=== Your goal ===
Look at the data below and print exactly the lines from its first line through the line with "2px #9b9383) drop-shadow(0"; the pictures stay out of the copy.

Entries taken from a collection
* * *

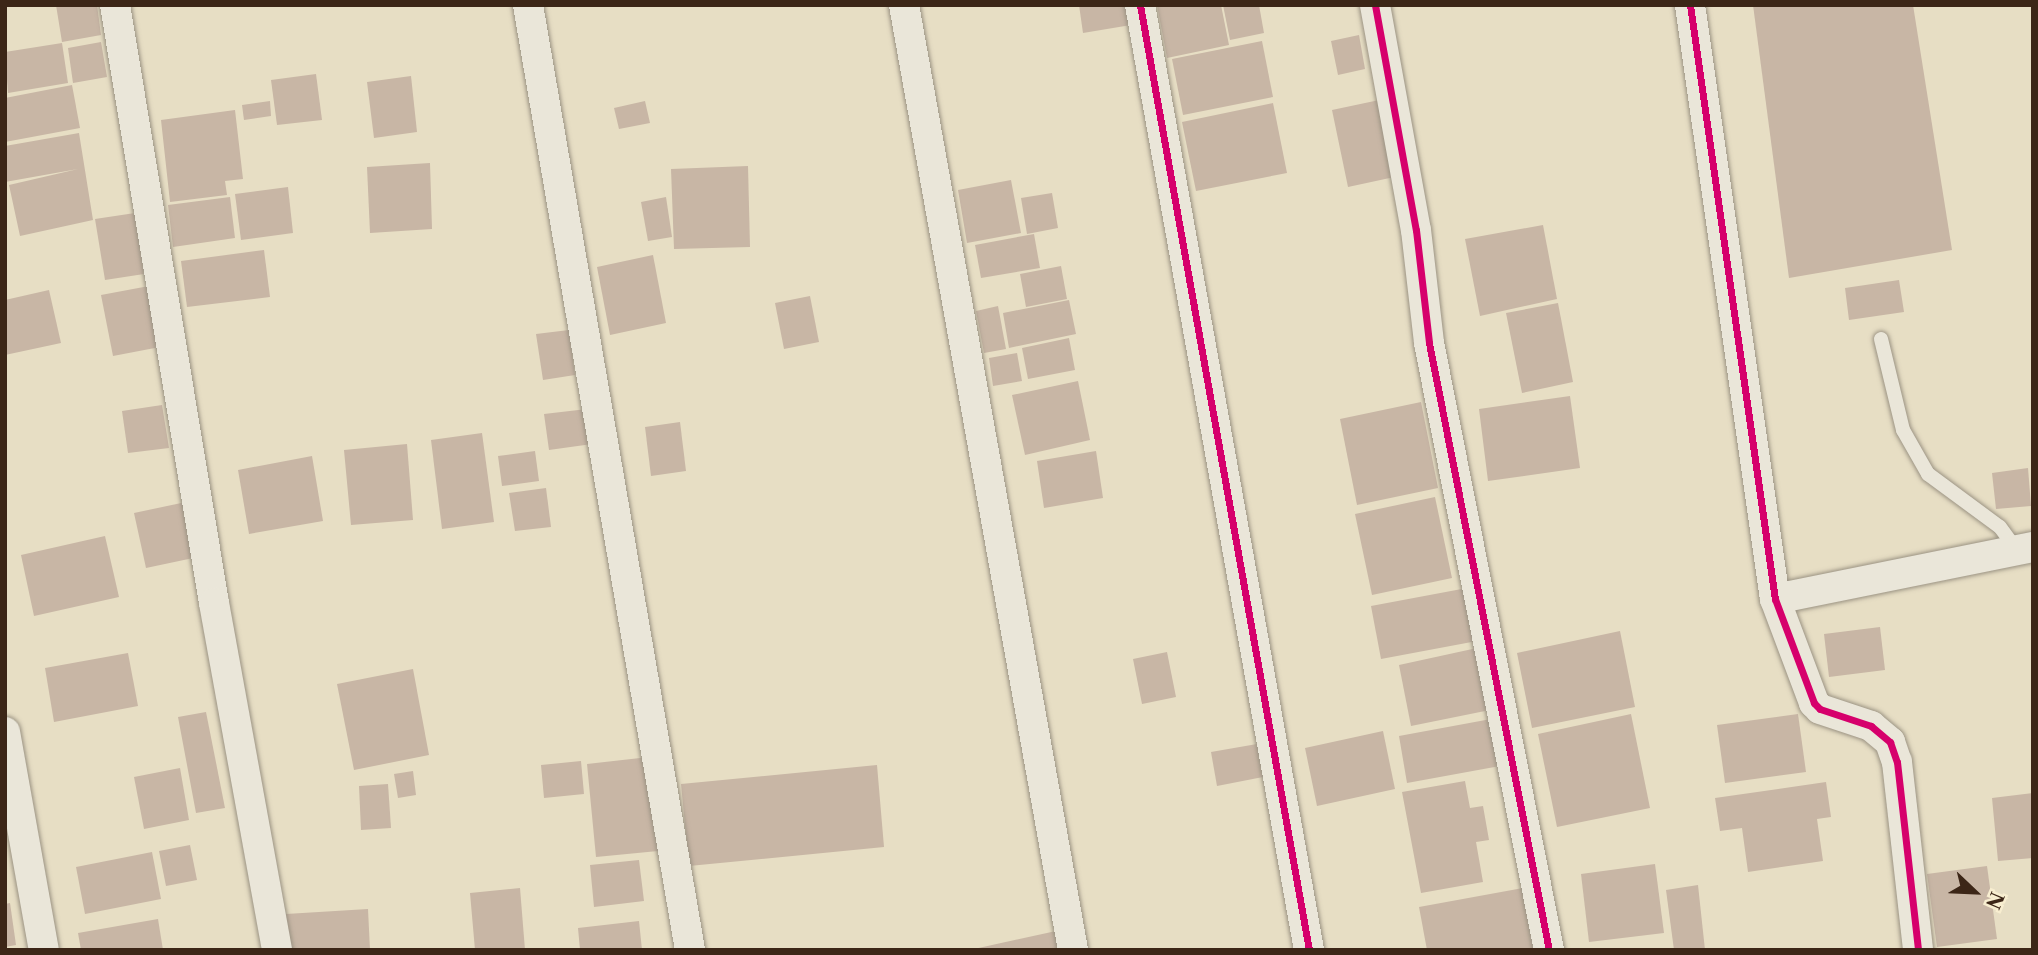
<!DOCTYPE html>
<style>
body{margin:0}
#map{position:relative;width:2038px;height:955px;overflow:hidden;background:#e7dec4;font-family:"Libre Caslon Text",serif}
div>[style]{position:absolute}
.building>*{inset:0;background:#c8b6a5}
.roads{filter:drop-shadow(0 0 2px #9b9383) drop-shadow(0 0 2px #9b9383)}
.lane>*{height:14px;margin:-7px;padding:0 7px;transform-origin:7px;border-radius:7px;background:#eae6d9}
.street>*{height:30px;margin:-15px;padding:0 15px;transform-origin:15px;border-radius:15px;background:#eae6d9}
.cycleway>*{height:7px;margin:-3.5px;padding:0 3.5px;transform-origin:3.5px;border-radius:3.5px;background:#d6006c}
span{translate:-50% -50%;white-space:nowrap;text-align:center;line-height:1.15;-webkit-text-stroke:7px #f8eed0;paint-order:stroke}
.frame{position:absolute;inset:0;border:7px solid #3c2617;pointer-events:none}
.north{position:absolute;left:1940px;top:857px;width:70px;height:70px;-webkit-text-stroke:5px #f8eed0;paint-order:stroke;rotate:113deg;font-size:19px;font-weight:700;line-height:28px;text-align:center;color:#3c2617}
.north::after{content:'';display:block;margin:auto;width:24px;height:32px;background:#3c2617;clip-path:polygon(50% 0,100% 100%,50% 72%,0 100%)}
</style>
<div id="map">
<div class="building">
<div style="clip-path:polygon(56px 5px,97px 5px,101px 35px,62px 42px)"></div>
<div style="clip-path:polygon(1079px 5px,1128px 5px,1131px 25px,1083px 33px)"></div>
<div style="clip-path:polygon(1157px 5px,1221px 5px,1229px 45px,1167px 58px)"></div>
<div style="clip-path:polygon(1223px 5px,1259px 5px,1264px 33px,1230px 40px)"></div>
<div style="clip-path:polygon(1753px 5px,1913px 5px,1952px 250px,1789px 278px)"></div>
<div style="clip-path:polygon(1359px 35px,1365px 69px,1338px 75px,1331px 41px)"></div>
<div style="clip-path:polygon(1262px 41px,1273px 97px,1183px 115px,1172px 59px)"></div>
<div style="clip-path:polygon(101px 42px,107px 77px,73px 83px,68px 48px)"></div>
<div style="clip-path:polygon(62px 43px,68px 83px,8px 93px,5px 52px)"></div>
<div style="clip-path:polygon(316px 74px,322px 120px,277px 125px,271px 80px)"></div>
<div style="clip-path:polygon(411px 76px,417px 132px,374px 138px,367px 82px)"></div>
<div style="clip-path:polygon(72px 85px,80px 128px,5px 142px,5px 98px)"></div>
<div style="clip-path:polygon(1384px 99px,1399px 176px,1348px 187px,1332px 110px)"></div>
<div style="clip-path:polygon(270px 101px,271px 116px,244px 120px,242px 105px)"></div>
<div style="clip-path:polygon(645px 101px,650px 123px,619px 129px,614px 108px)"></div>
<div style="clip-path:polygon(1273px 103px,1287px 173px,1196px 191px,1182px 122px)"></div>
<div style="clip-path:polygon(235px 110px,243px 179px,225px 181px,227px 195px,170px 202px,161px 120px)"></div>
<div style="clip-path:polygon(79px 133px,93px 220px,20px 236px,9px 185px,78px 169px,5px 182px,5px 146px)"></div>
<div style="clip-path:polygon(430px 163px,432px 229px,370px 233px,367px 167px)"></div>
<div style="clip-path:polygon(748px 166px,750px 247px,674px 249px,671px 169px)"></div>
<div style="clip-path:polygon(1011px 180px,1021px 233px,967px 243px,958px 190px)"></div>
<div style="clip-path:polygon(288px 187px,293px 233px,241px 240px,235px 194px)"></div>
<div style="clip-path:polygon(1052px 193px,1058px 228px,1027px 234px,1021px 198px)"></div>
<div style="clip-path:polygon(230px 197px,235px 238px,173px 247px,168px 205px)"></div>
<div style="clip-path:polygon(666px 197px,672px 237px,648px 241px,641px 202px)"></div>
<div style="clip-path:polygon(135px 213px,144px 274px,105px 280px,95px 219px)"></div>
<div style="clip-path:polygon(1543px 225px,1557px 299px,1480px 316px,1465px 239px)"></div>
<div style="clip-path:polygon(1034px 234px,1040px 268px,981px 278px,975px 245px)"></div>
<div style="clip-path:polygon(264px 250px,270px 297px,187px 307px,181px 261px)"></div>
<div style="clip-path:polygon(653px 255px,666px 323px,610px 335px,597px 267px)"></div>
<div style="clip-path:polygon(1061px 266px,1067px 299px,1026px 307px,1020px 274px)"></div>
<div style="clip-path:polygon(1899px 280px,1904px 312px,1849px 320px,1845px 288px)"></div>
<div style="clip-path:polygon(149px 286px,160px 347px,113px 356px,101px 295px)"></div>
<div style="clip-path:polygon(49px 290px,61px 343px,5px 355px,5px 300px)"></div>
<div style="clip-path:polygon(810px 296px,819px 342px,784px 349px,775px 303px)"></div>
<div style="clip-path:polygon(1069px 300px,1076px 334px,1009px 348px,1003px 313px)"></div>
<div style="clip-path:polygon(1558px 303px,1573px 382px,1522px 393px,1506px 313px)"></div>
<div style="clip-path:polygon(998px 306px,1006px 349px,984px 353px,976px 311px)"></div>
<div style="clip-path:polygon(569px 330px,575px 375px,543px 380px,536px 334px)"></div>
<div style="clip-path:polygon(1069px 338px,1075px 370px,1028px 379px,1022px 348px)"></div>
<div style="clip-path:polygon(1017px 353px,1022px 381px,993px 386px,989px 358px)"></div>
<div style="clip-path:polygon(1078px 381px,1090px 440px,1025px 455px,1012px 395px)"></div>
<div style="clip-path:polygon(1570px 396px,1580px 468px,1488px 481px,1479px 409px)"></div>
<div style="clip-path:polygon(1421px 402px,1438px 488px,1357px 505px,1340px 419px)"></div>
<div style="clip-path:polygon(162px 405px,169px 448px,128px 453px,122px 411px)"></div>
<div style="clip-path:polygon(587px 409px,592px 444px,549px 450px,544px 414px)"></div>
<div style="clip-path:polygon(680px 422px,686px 471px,651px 476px,645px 427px)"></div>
<div style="clip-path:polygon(482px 433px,494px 522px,442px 529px,431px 440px)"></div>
<div style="clip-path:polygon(407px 444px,413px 520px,351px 525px,344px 450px)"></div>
<div style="clip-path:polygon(535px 451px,539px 481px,502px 486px,498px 456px)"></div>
<div style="clip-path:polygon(1096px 451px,1103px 498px,1044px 508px,1037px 461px)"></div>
<div style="clip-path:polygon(312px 456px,323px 521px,249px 534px,238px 470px)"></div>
<div style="clip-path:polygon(2028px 468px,2031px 506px,1996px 509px,1992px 473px)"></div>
<div style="clip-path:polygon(546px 488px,551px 527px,515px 531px,509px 493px)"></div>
<div style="clip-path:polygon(1435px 497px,1452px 578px,1372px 595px,1355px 514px)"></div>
<div style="clip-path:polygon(186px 502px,198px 557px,146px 568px,134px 513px)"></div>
<div style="clip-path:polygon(105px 536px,119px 597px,34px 616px,21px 555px)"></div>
<div style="clip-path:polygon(1467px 588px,1477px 641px,1381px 659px,1371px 606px)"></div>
<div style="clip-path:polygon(1880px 627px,1885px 670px,1829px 677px,1824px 634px)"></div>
<div style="clip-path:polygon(1620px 631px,1635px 707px,1532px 728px,1517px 653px)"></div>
<div style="clip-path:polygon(1477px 648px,1490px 710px,1411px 726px,1399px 665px)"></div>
<div style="clip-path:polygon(1167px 652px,1176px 697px,1142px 704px,1133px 659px)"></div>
<div style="clip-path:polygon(128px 653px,138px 706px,54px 722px,45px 668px)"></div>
<div style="clip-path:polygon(413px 669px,429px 755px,354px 770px,337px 684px)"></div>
<div style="clip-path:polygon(206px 712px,225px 808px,196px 813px,178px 717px)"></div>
<div style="clip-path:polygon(1631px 714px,1650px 808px,1557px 827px,1538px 734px)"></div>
<div style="clip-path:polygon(1798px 714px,1806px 772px,1725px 783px,1717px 725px)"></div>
<div style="clip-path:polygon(1491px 719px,1500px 766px,1407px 783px,1399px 736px)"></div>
<div style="clip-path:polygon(1383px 731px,1395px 789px,1317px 806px,1305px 748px)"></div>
<div style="clip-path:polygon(1257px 744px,1263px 777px,1217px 786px,1211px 752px)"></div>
<div style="clip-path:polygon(649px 757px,658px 851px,596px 857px,587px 764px)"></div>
<div style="clip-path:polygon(581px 761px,584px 794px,544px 798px,541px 765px)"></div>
<div style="clip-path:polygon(877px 765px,884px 847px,689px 866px,681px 784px)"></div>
<div style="clip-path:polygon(180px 768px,189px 820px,144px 829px,134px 777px)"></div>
<div style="clip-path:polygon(413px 771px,416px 795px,398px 798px,394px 774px)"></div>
<div style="clip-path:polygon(1465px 781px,1470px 808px,1483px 806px,1489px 840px,1476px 842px,1483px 882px,1421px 893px,1402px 792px)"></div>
<div style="clip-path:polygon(1826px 782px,1831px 817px,1817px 819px,1823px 861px,1748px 872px,1742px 828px,1720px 831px,1715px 798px)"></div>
<div style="clip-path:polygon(388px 784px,391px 828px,361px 830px,359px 786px)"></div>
<div style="clip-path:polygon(2033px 793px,2033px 858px,1998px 861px,1992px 798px)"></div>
<div style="clip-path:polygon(190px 845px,197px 880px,166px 886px,159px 851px)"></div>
<div style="clip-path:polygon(152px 852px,161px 899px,85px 914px,76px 867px)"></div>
<div style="clip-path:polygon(639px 860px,644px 901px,594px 907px,590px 865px)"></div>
<div style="clip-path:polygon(1655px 864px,1664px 933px,1589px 942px,1581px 874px)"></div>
<div style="clip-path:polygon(1987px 866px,1997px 939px,1937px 947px,1927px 874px)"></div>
<div style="clip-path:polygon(1698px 885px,1705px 950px,1674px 950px,1666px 890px)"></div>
<div style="clip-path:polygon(520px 888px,525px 950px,475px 950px,470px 893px)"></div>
<div style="clip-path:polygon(1523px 888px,1533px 948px,1427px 950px,1419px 907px)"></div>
<div style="clip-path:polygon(10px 903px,16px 945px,5px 947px,5px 904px)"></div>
<div style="clip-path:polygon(368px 909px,370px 950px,288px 950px,286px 914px)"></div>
<div style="clip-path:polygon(158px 919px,163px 950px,81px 950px,78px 933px)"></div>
<div style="clip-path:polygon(639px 921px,642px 950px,580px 950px,578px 928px)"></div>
<div style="clip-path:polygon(1056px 931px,1060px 950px,974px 950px,974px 949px)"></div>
</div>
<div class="roads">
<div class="lane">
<div style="left:1881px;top:339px;width:94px;rotate:76.4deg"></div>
<div style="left:1903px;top:430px;width:51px;rotate:60.4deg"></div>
<div style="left:1928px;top:474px;width:89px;rotate:36.4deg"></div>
<div style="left:2000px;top:527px;width:27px;rotate:54deg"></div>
</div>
<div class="street">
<div style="left:115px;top:5px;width:606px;rotate:80.6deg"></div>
<div style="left:214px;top:603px;width:353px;rotate:79.7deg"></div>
<div style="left:528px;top:5px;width:959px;rotate:80.27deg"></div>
<div style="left:904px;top:5px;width:960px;rotate:79.86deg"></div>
<div style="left:1140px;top:5px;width:960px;rotate:79.86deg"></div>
<div style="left:1375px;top:5px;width:229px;rotate:79.7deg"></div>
<div style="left:1416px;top:230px;width:114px;rotate:83.4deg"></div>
<div style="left:1429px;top:343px;width:619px;rotate:78.82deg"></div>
<div style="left:1690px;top:5px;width:600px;rotate:81.86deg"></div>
<div style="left:1775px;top:599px;width:111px;rotate:69.4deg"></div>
<div style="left:1814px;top:703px;width:8px;rotate:45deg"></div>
<div style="left:1820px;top:709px;width:54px;rotate:18.4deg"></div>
<div style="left:1871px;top:726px;width:25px;rotate:40deg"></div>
<div style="left:1890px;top:742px;width:21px;rotate:71deg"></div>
<div style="left:1897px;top:762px;width:189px;rotate:83.6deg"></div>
<div style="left:1775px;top:599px;width:263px;rotate:-11.4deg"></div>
<div style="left:5px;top:732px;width:221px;rotate:79.9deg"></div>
</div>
</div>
<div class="cycleway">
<div style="left:1140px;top:5px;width:960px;rotate:79.86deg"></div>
<div style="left:1375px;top:5px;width:229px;rotate:79.7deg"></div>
<div style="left:1416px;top:230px;width:114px;rotate:83.4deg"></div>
<div style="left:1429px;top:343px;width:619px;rotate:78.82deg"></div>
<div style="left:1690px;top:5px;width:600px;rotate:81.86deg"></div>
<div style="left:1775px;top:599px;width:111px;rotate:69.4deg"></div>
<div style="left:1814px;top:703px;width:8px;rotate:45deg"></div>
<div style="left:1820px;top:709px;width:54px;rotate:18.4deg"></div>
<div style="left:1871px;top:726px;width:25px;rotate:40deg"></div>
<div style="left:1890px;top:742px;width:21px;rotate:71deg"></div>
<div style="left:1897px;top:762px;width:189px;rotate:83.6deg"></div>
</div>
<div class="frame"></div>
<div class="north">N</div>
</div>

* * *

=== Solution below ===
<!DOCTYPE html>
<style>
body{margin:0}
#map{position:relative;width:2038px;height:955px;overflow:hidden;background:#e7dec4;font-family:"Libre Caslon Text",serif}
div>[style]{position:absolute}
.building>*{inset:0;background:#c8b6a5}
.roads{filter:drop-shadow(0 0 2px #9b9383) drop-shadow(0 0 2px #9b9383)}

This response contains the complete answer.